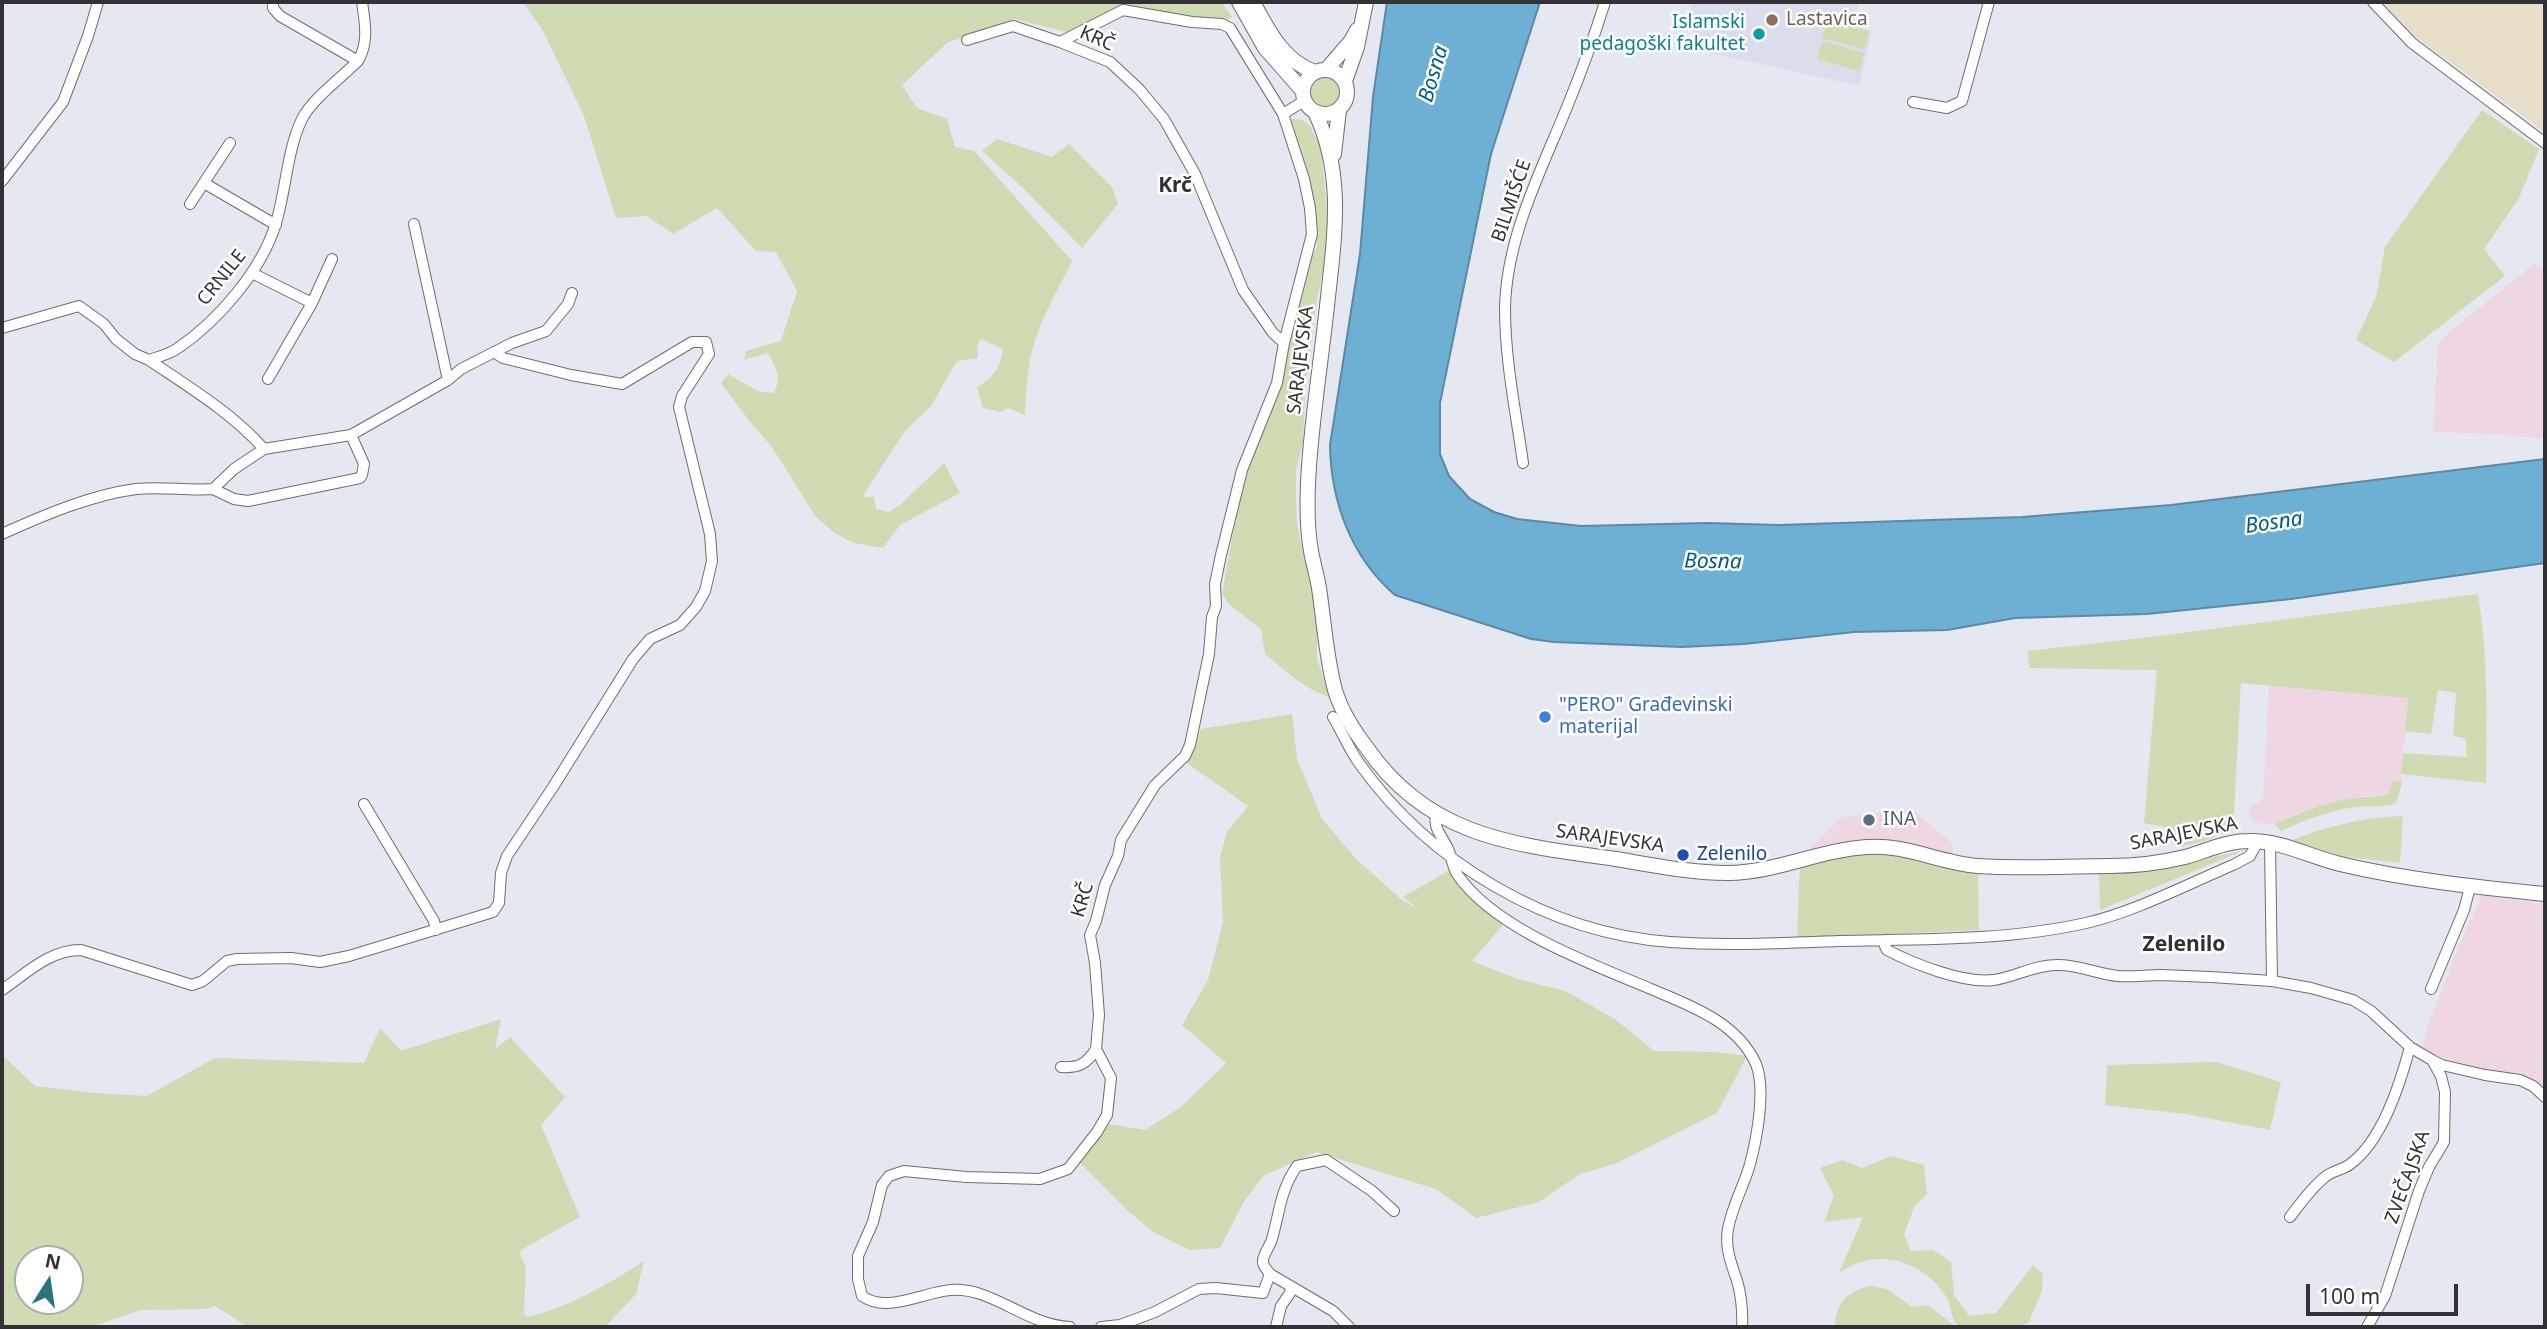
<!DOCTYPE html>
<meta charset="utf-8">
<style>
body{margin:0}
#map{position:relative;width:2547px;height:1329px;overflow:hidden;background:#e6e8f1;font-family:"Noto Sans",sans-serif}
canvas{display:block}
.frame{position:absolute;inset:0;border:4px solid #323236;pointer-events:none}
.north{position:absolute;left:14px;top:1245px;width:70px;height:70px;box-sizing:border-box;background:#fff;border:2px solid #adadaf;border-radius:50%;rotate:12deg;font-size:19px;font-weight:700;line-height:28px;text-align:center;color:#323236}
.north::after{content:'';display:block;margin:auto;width:24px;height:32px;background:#2b747c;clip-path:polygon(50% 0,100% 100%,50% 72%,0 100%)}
.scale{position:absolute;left:2306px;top:1284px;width:152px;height:32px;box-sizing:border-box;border:4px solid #323236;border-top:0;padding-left:9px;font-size:21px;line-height:24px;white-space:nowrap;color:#323236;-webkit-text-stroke:5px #fff;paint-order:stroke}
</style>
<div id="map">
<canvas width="2547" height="1329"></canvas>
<div class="frame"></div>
<div class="north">N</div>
<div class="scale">100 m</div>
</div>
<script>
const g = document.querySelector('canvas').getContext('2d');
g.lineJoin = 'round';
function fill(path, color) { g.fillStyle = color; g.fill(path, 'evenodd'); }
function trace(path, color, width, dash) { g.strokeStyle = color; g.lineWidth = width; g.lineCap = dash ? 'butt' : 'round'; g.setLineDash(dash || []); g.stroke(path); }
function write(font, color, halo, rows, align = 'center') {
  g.font = font + ' "Noto Sans",sans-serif'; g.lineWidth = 5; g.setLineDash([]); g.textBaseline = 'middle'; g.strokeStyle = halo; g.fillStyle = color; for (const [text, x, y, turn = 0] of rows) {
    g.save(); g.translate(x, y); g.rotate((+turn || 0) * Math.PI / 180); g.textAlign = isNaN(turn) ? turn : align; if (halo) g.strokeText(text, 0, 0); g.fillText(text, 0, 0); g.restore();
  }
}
fill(new Path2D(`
 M2382,2h163v130l-129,-95z`), '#e7dec9');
fill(new Path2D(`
 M2534,264l11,5v170l-50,-5 -62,-2 5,-88 11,-12z
 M2269,685l140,13 -8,76 1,8 -9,-2 -4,14 -34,4 -37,9 -20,6 -23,11 -20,-1 -9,-14 17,-9z
 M1912,809l41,35v9l-65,-11 -85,13 39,-38z
 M2482,895l63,9v186l-19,-14 -44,-5 -49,-17 -10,-6 3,-17 32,-83z`), '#eed7e3');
fill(new Path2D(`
 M1692,2h167l-6,23 19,6 -13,55 -161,-36 -10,-32z`), '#dbdded');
fill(new Path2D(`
 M523,2h698l11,15 -6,3h-27l-77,-12 -55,24 -53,-13 -67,24 -45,42 15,23 30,11 8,28 19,4 98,110c-14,29 -32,58 -40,90 -5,21 -6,43 -7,64l-17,-7 -7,4 -18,-4 -6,-21c16,-9 23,-19 26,-38l-22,-10 -4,6 1,13 -21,3 -26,45 -26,25 -43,66h12l2,12 13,3 10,-6 45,-43 16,30 -60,32 -17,23 -29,-5 -18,-9 -20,-17 -44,-70 -21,-24 -30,-40 7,-9 30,17 16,2c8,-16 2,-25 -6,-40l-24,7 2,-9 35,-10 16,-50 -21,-39 -20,-1 -39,-43 -44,26 -26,-18 -31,2 -32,-102 -41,-85z
 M1828,20l41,11 -5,18 -42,-11z
 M1822,41l42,12 -5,18 -42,-12z
 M1309 92a16 16 0 1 1 32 0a16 16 0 1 1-32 0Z
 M2482,110l57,39 -20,49 -35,51 21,27 -111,86 -38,-22 20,-43 9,-50z
 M1293,119c14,0 17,6 22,18l5,2 8,82 -2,37 -10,46 -11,88 -2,50 -7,28v32l1,22 6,29 14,51v54l12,39c-26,-9 -43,-26 -64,-43l-4,-25 -31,-24 -8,-11 18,-98 9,-33 31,-78 31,-128 6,-9 -1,-34 -26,-94z
 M997,139l55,18 17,-13 43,43 6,17 -36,44 -60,-61 -40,-36z
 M2478,594c10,63 9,125 8,189l-85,-9 2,-21 64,4 -2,-19 -12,-2 3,-43 -18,-3 -7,44 -26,-3 3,-33 -167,-15 -8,147 -31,12 -25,5 -2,-18 -31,-6 13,-153 -128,-2 -1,-17 131,-15z
 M1292,714l5,45 25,60 35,41 44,39 17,10 -15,-12 47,-27 55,53 -33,38 45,18 48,12 50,28 39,32 62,1 31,4 -30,57 -100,50 -37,11 -41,28 -63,16 -40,-29 -120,-37 -53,24 -20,27 -23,45 -30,2 -37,-18 -25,-21 -49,-49 30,-38 36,6 36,-23 45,-44 -44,-38 26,-45 15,-58 -3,-65 7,-25 21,-26 -61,-43 14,-34z
 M2393,780l9,2 -6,22c-15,3 -25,2 -40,3 -26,3 -51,13 -75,24l-6,-7c25,-12 53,-22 80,-26 12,-1 23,-1 34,-4z
 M2403,816l-3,47 -63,-7 -45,-16c37,-14 71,-23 111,-24z
 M2245,850l-145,60 -1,-39h47z
 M1866,851l112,15 1,64 -182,8 3,-75z
 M501,1019l-6,30 15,-12 55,60 -24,28 39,92 -59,33 -1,5 6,12 -2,47 3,3c45,-11 78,-31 117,-56l-8,33 -31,33h-357l-33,-21 -9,3 -65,1 -50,17h-82l-7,-3v-269l33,31 60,7 52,3 68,-38 149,5 16,-35 21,23zM28,1259h42v42h-42z
 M2216,1062l65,20 -11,48 -84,-16 -81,-9 2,-40z
 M1891,1156l33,9 3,29 -13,13 -10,28 7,16 22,-1 18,12 3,33 15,21 27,-3 37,-48 10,9 -1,17 -13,31 -11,5h-58c-10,-7 -8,-20 -13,-29 -18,-30 -55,-47 -89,-35 -7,2 -13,7 -19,10l24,-56 -39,5 10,-26 -14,-28 23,-8 19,8z
 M1871,1286l16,3 25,18 16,-2 28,22h-121c0,-24 14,-37 36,-41z`), '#cedbb3');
const water = new Path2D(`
 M1387,2h153l-49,152 -51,249v51l9,22 21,23 24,13 23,7 64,7 126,-3 73,2 242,-8 149,-12 374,-46v104l-254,36 -144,15 -132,4 -68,12 -93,2 -110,12 -62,3 -128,-5 -23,-3 -136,-44c-44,-38 -64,-93 -65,-150l30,-191 13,-157z`);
fill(water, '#6eb0d4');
trace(water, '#5c8aa5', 2);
const minor = new Path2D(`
 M273,2v6l7,8 78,45
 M2373,2l39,41 133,100
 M967,40l46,-14 47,16
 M1913,102l34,6 15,-7 27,-99
 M1283,114l21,-13
 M2,181l61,-79 25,-66 10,-34
 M204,183l72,42
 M190,204l40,-61
 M414,224l34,156
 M252,273l60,30
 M2,328l77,-22 25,18 12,15 19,15 14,6c9,-3 21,-6 29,-12 40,-27 84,-78 98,-125 10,-33 11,-73 26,-104 10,-20 40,-42 56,-58 11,-19 7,-38 4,-59
 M149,360c40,27 83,53 115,89l87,-14 97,-55 13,-11 51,-26 34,-12 22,-27 4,-11
 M268,379l44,-76 20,-44
 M1523,463c-7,-50 -18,-103 -18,-154 1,-71 36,-138 62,-202 14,-34 27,-70 38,-105
 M213,489l21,10 14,2 112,-23 2,-3 2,-11 -13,-29
 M2,534c42,-19 89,-39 134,-45 26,-3 51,2 77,0l21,-20 30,-20
 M1333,717c9,15 16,32 26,46 71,100 189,170 311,179 56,4 113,1 169,-1 82,-2 167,0 247,-18 48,-11 102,-39 147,-58l17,-9 8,-15
 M364,804l70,117 2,9
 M1436,815c-3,14 7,22 12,34 4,8 4,17 9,25 37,55 135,90 194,115 40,17 86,33 105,75 10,25 1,74 -6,100 -6,22 -18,42 -22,65 -3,17 2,31 7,46 6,15 8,37 7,52
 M2270,843l2,138 39,7 42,12 18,11 39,36 22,13 9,16 4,16 -1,50 -15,25 -10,24 -34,105 -18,31
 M1887,940l-2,6 2,4c27,14 77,34 107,30 21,-3 40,-15 62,-15 21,-1 41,9 62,11 14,1 29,-1 43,-1 37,1 74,3 111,6
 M2431,989l33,-79 6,-23
 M2,990c25,-17 47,-40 79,-40l111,35 11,-4 24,-20 10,-2 54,-1 29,4 29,-6 144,-44 6,-9 2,-30 6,-17 46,-69 80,-128 17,-20 30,-14 16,-18 9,-16 7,-30 -2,-27 -31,-127 3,-11 27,-42 -3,-12h-14l-70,42 -51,-9 -68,-17 -9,-6
 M2432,1060l10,5 43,10 35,5 13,6 12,11
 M1061,1067c17,1 25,-2 35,-18
 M2290,1217c10,-13 22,-30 35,-40 7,-6 17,-7 24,-12 33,-23 51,-81 61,-118
 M1070,1327c-45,-2 -77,-40 -119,-37 -28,2 -64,24 -89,6l-4,-17v-23l15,-34 9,-37 7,-9 15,-5 62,6 74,2 28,-10 29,-37 10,-17 4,-37 -15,-29 3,-34 -4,-52 -5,-28 6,-14 9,-36 13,-29 3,-16 34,-55 30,-29 5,-11 19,-91 3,-37 4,-11 -1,-22 6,-29 21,-85 35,-87 7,-40 28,-109 -2,-26 -6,-29 -21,-65 -53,-86 -8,-4 -30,-2 -69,-12 -63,32 50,20 29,27 25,30 31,55 48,116 30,43 11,10
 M1101,1327l19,-2 35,-13 44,-23 17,-1 47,5 7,-19
 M1276,1327l5,-21 9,-13 1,-5
 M1349,1327l-16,-16 -63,-37c-3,-4 -8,-9 -7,-14 1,-7 7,-14 9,-21 8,-28 8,-48 25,-73l29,-6 46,31 22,20`);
const major = new Path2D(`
 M1239,2l26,46 37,42
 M1253,2c15,28 30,59 62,70
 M1303 92a22 22 0 1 1 44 0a22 22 0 1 1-44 0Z
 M1326,70l25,-29 6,-11
 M1345,81l12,-34 9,-45
 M1315,112c29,60 20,121 13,185 -6,57 -15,113 -19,169 -2,29 -3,57 2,85 2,12 6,24 8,37 5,33 7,69 16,102 6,21 19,41 32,58 62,90 149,97 249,111 36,6 75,14 112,14 50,-1 91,-23 139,-26 38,-3 73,16 111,19 43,3 89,0 132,0 25,0 50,-3 75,-9 21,-6 41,-16 64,-16 30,-1 62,16 91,23 67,16 136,23 205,30
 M1334,154l5,-44`);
trace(minor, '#6c6d75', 12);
trace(major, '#6c6d75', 16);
trace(minor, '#fff', 10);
trace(major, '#fff', 14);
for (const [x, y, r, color] of [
 [1772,20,7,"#8d6e63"],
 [1759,34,7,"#0f9aa8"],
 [1545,717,7,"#3f7fe0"],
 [1869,820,7,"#5c6f8a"],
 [1683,855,7,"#1a4fb4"]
]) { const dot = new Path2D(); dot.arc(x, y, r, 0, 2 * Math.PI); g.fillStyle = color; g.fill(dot); trace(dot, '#fff', 2.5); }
write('19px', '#785e54', '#fff', [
 ["Lastavica",1786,20]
], 'left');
write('19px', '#0d838f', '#fff', [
 ["Islamski",1745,23],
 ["pedagoški fakultet",1745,45]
], 'right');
write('19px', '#323236', '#fff', [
 ["KRČ",1097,39,24],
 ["BILMIŠĆE",1512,201,-71],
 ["CRNILE",222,278,-51],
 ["SARAJEVSKA",1301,360,-83],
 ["SARAJEVSKA",2184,834,-11],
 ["SARAJEVSKA",1610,839,8],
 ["KRČ",1083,900,-73],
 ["ZVEČAJSKA",2408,1177,-70]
]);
write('19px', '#366cbe', '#fff', [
 ["\"PERO\" Građevinski",1559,706],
 ["materijal",1559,728]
], 'left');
write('19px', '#4e5e75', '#fff', [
 ["INA",1883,820]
], 'left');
write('19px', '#164399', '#fff', [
 ["Zelenilo",1697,855]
], 'left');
write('italic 21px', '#025d80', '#fff', [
 ["Bosna",1434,74,-74],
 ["Bosna",2274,523,-8],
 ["Bosna",1713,562,1]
]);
write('bold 21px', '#323236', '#fff', [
 ["Krč",1175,186],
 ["Zelenilo",2184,945]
]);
</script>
________
Problem details = Each line in the listing above that contains "canvas" should be copied.

Exercise output =
canvas{display:block}
<canvas width="2547" height="1329"></canvas>
const g = document.querySelector('canvas').getContext('2d');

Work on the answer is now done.